Democracy is a form of government in which political power resides in all who have civic rights.  The ancient Hebrew polity, whether under priesthood, judges, or monarchy, cannot be called democratic.                                

Nevertheless, the Torah (5 Books of Moses, (Pentatateuch) laid down fundamental principles which had to be followed by the ruler in governing his "brethern" (Deut. 17:20), them being, therefore, important elements of limited or constitutional monarchy, that is,  the ruler was subject to law.                             

According to one opinion, the Am ha-Aretz (People of the Land) , who had a strong political influence from time to time in the period of the First Temple, was the "Ancient Hebrew Parliament."                                              

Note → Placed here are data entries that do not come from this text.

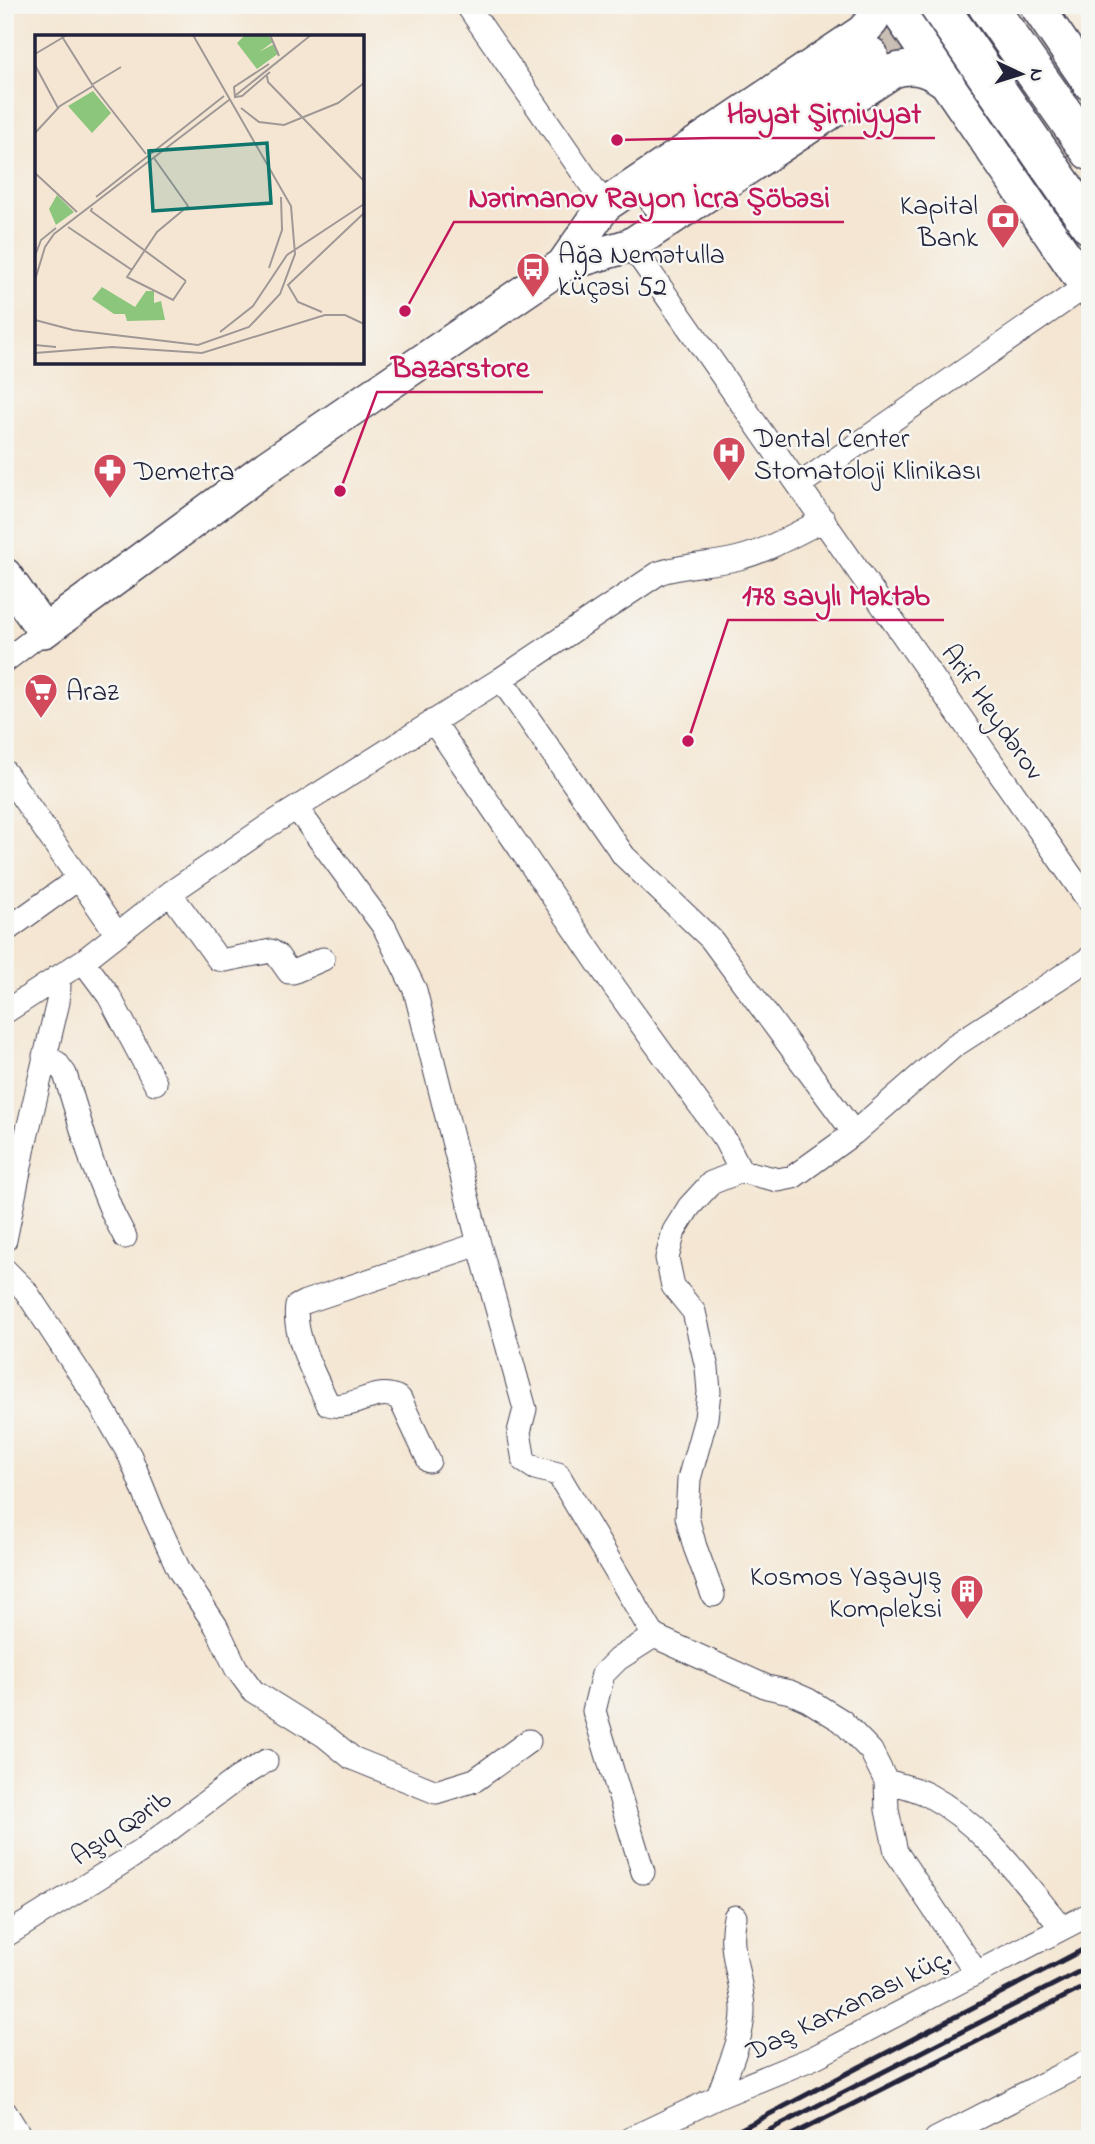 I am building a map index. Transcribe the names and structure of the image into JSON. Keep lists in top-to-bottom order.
{
  "streets": {
    "street": ["Arif Heydərov", "Aşıq Qərib", "Daş Karxanası küç."]
  },
  "places": {
    "other": [
      "Həyat Şirniyyat",
      "Nərimanov Rayon İcra Şöbəsi",
      "Bazarstore",
      "178 saylı Məktəb"
    ],
    "bank": ["Kapital Bank"],
    "bus stop": ["Ağa Nemətulla küçəsi 52"],
    "hospital": ["Dental Center Stomatoloji Klinikası"],
    "pharmacy": ["Demetra"],
    "supermarket": ["Araz"],
    "building": ["Kosmos Yaşayış Kompleksi"]
  },
  "north": "right"
}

                              

A portion of John Sargent’s “Frieze of Prophets,” depicting (from left to right): Micah, Haggai, Malachi, Zechariah (c. 1895)
Copyright © Sheryl Lanzel

The Prophets, most of whom were derived from the masses, exercised continual pressure to modify legislation in favor of the common man.  

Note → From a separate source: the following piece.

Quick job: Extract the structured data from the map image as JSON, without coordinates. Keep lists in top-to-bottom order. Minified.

1. Micah:  family were peasants, latter 8th century BCE. He spoke for people against the oppression of the ruling-classes, threatens them with the destruction of the country and exile to Babylon, foresees a future monarch of the house of David that would bring peace to the world.  

2. Haggai: 520 BCE, called for the rebuilding of the Temple, questions the priests regarding the laws of uncleanness, foretells the glory of the Temple and the greatness of Zerubbabel. 

3. Malachi:  460-450 BCE, protested against transgressions in matters of sacrifices and tithes.  The priest must turn the multitude from sin and himself maintain a high level of morality.  He also complained of mixed and broken marriages.  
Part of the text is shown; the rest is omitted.